6 thoughts on “Wisconsin passive house at center of co-op solar dispute

  1. The Hypocrisy of the electric cooperatives. They have a monthly base charge of $28.00, then they claim that renewable energy owners are getting benefits that are not available to non-owners. They want to pay off-setting rates for energy that is sent to the grid, but they want members to voluntarily pay a small, additional charge each month to offset the additional cost it takes to support renewable energy generation. They call this the Evergreen Renewable Energy Program.

    They are supposed to be member owned, but they are just a crooked as the investor-owned utilities. Are all this money going to executive salaries and perks, because it is not going to the members.

  2. In all other business if the volume of business goes down a business has to make up for the loss in other ways. In a business I owned you worked and got more business. Competition keeps you from charging other customers more just because my poor business is loosing business. If I were the cooperative I would get in on generating my own solar. Build a big array and sell off it. You can get a payback in 15 to 20 years. I’m sorry but these cooperatives need to get inventive and make it work or do like all other businesses that don’t…..GO OUT OF BUSINESS. Someone else will take your customers who are actually stepping up into wind and Solar. Cities and individuals are doing it so too bad so sad St. Croix Electric Cooperative and others who are pulling this one over on their customers.

  3. The comment in the article that says “could be waiting three to four times longer to break even” is complete bullshit. There is no way that switching from retail rate to avoided-cost rate would cause tripling or quadrupling of the break even period. The reason I can make that statement confidently is that the article forgets about the electricity that the home produces and uses for itself at an offset cost of full retail price. So this change in rate might increase the break even point by double at worst, but most likely way less than double.

  4. I’m not surprised that this happened. The board of directors of electric cooperatives get trained by “the electric industry” which means they are trained to think like the board of directors of for-profit electric company. Most electric cooperatives don’t generate the electricity they use, they buy it from for-profit electric generation companies. This means they are trained to be happy with “cheaper, but dirty” electricity generated by coal plants and they yearn for the good old days of nuclear energy. They spend their time lobbying Congress to protect these dirty coal plants and to avoid any “green energy” legislation. They don’t look forward to a greener future.

  5. “That monthly base charge, which will increase to about $28 in January, doesn’t cover the cost of providing the service, which is closer to $40 on average, Pendergast said.

    “If a member is not paying for any energy purchases, the other cooperative members must make up the revenue shortfall,” he wrote.”

    The obvious solution seems to be: charge everyone $40 for the true cost of connections, cover that cost properly, and not make it up haphazardly from per-kWh rates – right? And then pay solar producers what their energy is worth.

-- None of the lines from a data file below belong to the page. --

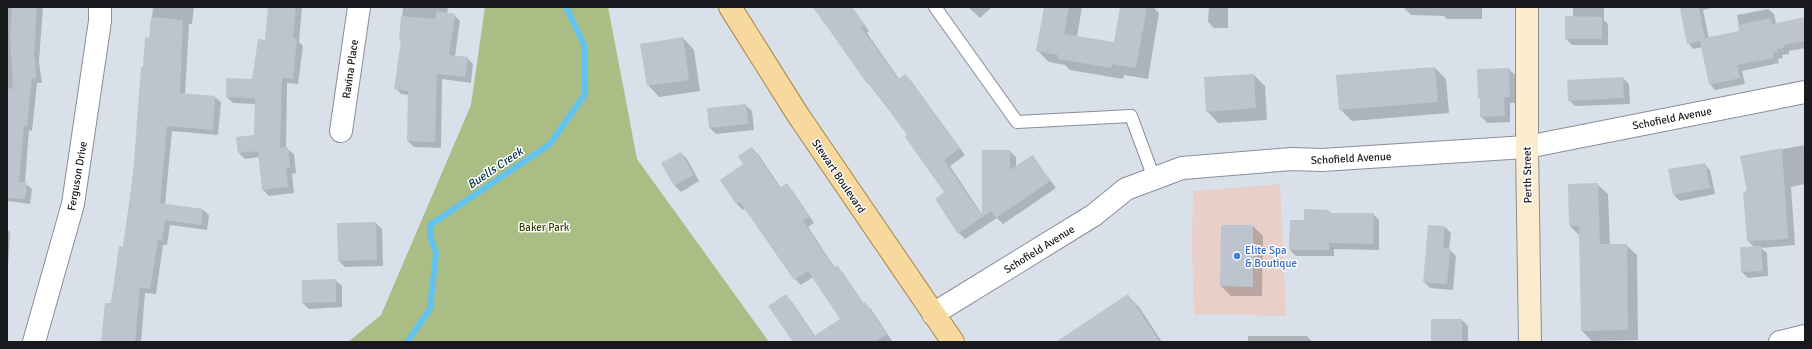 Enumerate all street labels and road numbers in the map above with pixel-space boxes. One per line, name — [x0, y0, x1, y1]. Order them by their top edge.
street label: Ravina Place — [340, 39, 361, 99]
street label: Schofield Avenue — [1631, 104, 1713, 133]
street label: Stewart Boulevard — [809, 137, 868, 216]
street label: Ferguson Drive — [65, 140, 90, 212]
street label: Perth Street — [1521, 146, 1534, 203]
street label: Schofield Avenue — [1310, 150, 1392, 167]
street label: Schofield Avenue — [1002, 223, 1077, 276] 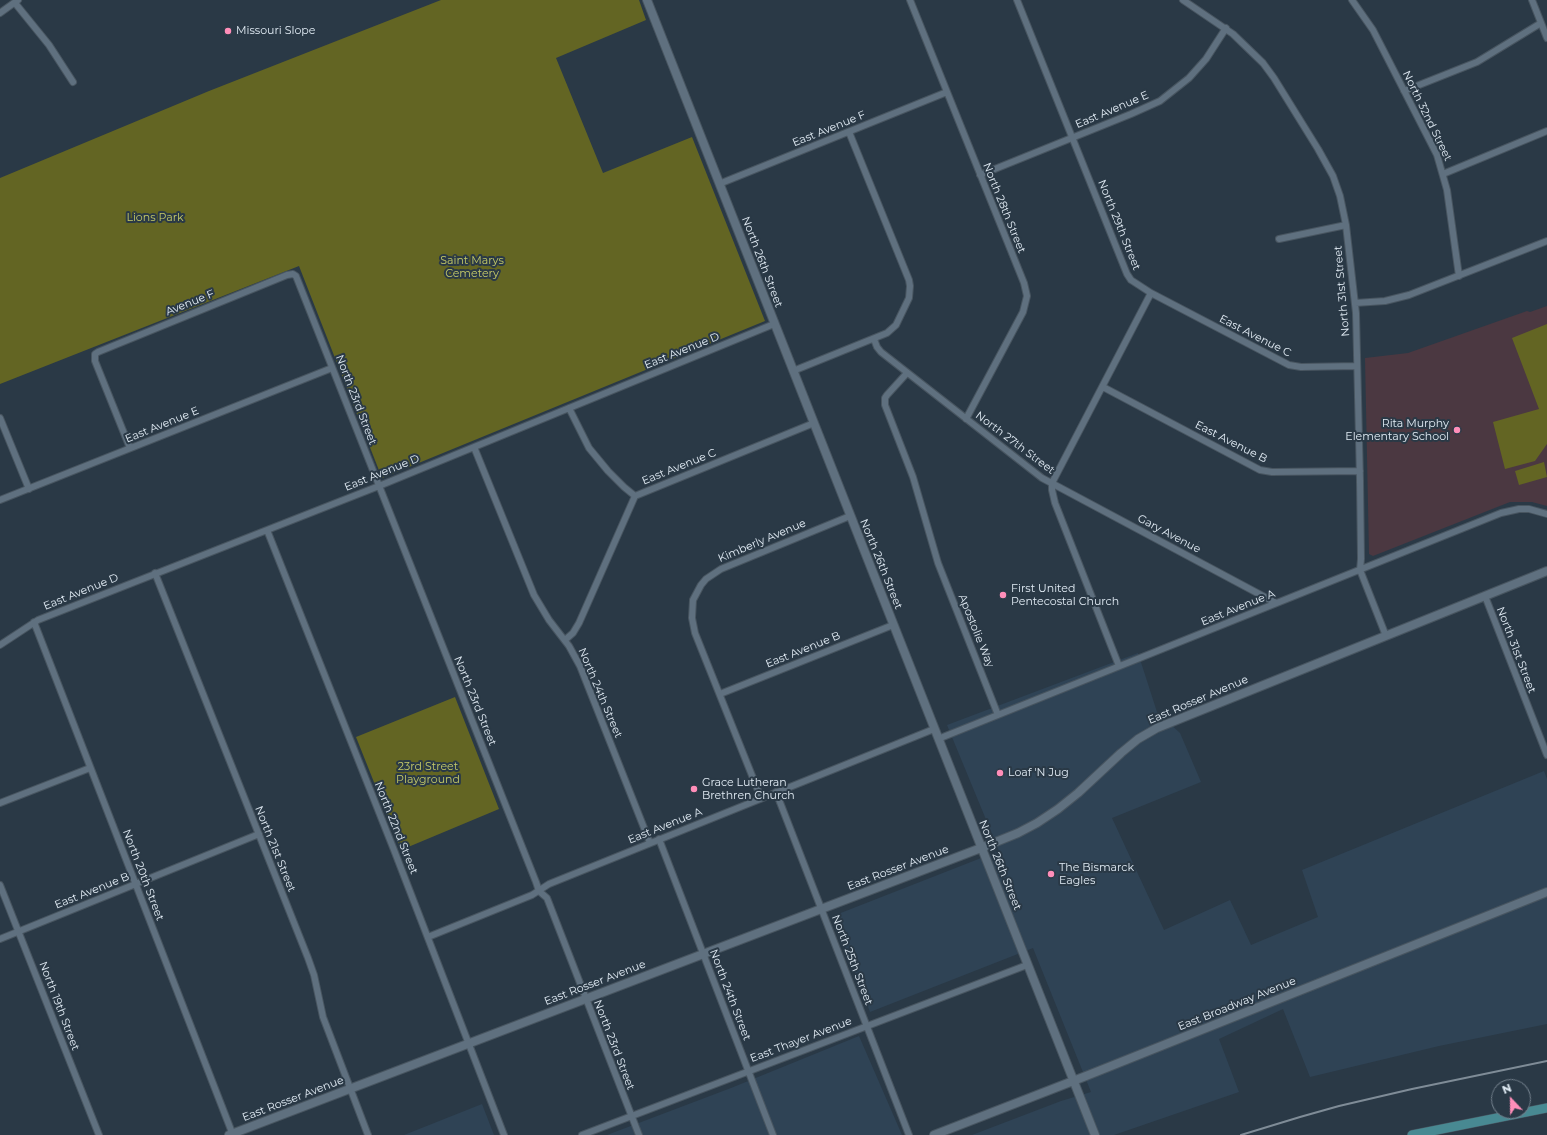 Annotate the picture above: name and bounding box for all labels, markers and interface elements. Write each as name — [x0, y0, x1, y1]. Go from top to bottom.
place label: Missouri Slope — [236, 24, 315, 38]
marker: Missouri Slope — [223, 26, 233, 36]
street label: North 32nd Street — [1399, 69, 1455, 163]
street label: East Avenue E — [1073, 89, 1151, 131]
street label: East Avenue F — [790, 108, 868, 150]
street label: North 28th Street — [980, 161, 1028, 255]
street label: North 29th Street — [1095, 178, 1143, 272]
park label: Lions Park — [126, 211, 184, 225]
street label: North 26th Street — [739, 215, 785, 309]
street label: North 31st Street — [1331, 245, 1353, 337]
park label: Saint Marys Cemetery — [440, 254, 504, 280]
street label: Avenue F — [164, 287, 216, 319]
street label: East Avenue C — [1217, 312, 1293, 360]
street label: East Avenue D — [642, 330, 722, 372]
street label: North 23rd Street — [333, 353, 379, 447]
street label: East Avenue E — [123, 404, 201, 446]
street label: North 27th Street — [973, 409, 1057, 477]
place label: Rita Murphy Elementary School — [1345, 417, 1449, 443]
street label: East Avenue B — [1193, 418, 1269, 466]
marker: Rita Murphy Elementary School — [1452, 425, 1462, 435]
street label: East Avenue C — [640, 446, 718, 488]
street label: East Avenue D — [342, 452, 422, 494]
street label: Gary Avenue — [1135, 512, 1203, 556]
street label: Kimberly Avenue — [716, 517, 808, 565]
street label: North 26th Street — [857, 517, 905, 611]
street label: East Avenue D — [41, 571, 121, 613]
place label: First United Pentecostal Church — [1011, 582, 1119, 608]
street label: East Avenue A — [1199, 587, 1277, 629]
marker: First United Pentecostal Church — [998, 590, 1008, 600]
street label: Apostolie Way — [955, 592, 997, 670]
street label: North 31st Street — [1493, 605, 1539, 695]
street label: East Avenue B — [764, 629, 842, 671]
street label: North 24th Street — [575, 646, 625, 740]
street label: North 23rd Street — [451, 654, 499, 748]
street label: East Rosser Avenue — [1146, 673, 1250, 727]
park label: 23rd Street Playground — [396, 760, 460, 786]
place label: Loaf 'N Jug — [1008, 766, 1069, 780]
marker: Loaf 'N Jug — [995, 768, 1005, 778]
place label: Grace Lutheran Brethren Church — [702, 776, 795, 802]
street label: North 22nd Street — [371, 780, 421, 876]
marker: Grace Lutheran Brethren Church — [689, 784, 699, 794]
street label: North 21st Street — [252, 804, 298, 894]
street label: East Avenue A — [626, 805, 704, 847]
street label: North 26th Street — [976, 818, 1024, 912]
street label: North 20th Street — [119, 827, 167, 923]
street label: East Rosser Avenue — [845, 843, 951, 893]
place label: The Bismarck Eagles — [1059, 861, 1134, 887]
marker: The Bismarck Eagles — [1046, 869, 1056, 879]
street label: East Avenue B — [53, 870, 131, 912]
street label: North 25th Street — [829, 913, 875, 1007]
street label: North 24th Street — [707, 948, 753, 1042]
street label: East Rosser Avenue — [542, 958, 648, 1008]
street label: North 19th Street — [36, 960, 82, 1052]
street label: East Broadway Avenue — [1176, 974, 1298, 1034]
street label: North 23rd Street — [591, 998, 637, 1092]
street label: East Thayer Avenue — [748, 1015, 854, 1065]
street label: East Rosser Avenue — [240, 1074, 346, 1124]
north arrow — [1491, 1079, 1531, 1119]
text: N — [1500, 1081, 1514, 1097]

  6. Haddo, you blame the coop here?? I, for one, am sick of subsidizing the few who can afford solar. You forget this solar customer is using the utility for his backup. The utility still has to maintain the lines at no additional cost to this customer. This is called cost shifting and every customer who is tied into the grid is guilty of shifting the cost onto the rest of us. In this case, you forgot the most important piece. It is a cooperative utility, not an IOU. Coops are member-owned, non-profit, which means they actually look our for their customers. Please educate yourself in the future before posting that of which you do not know!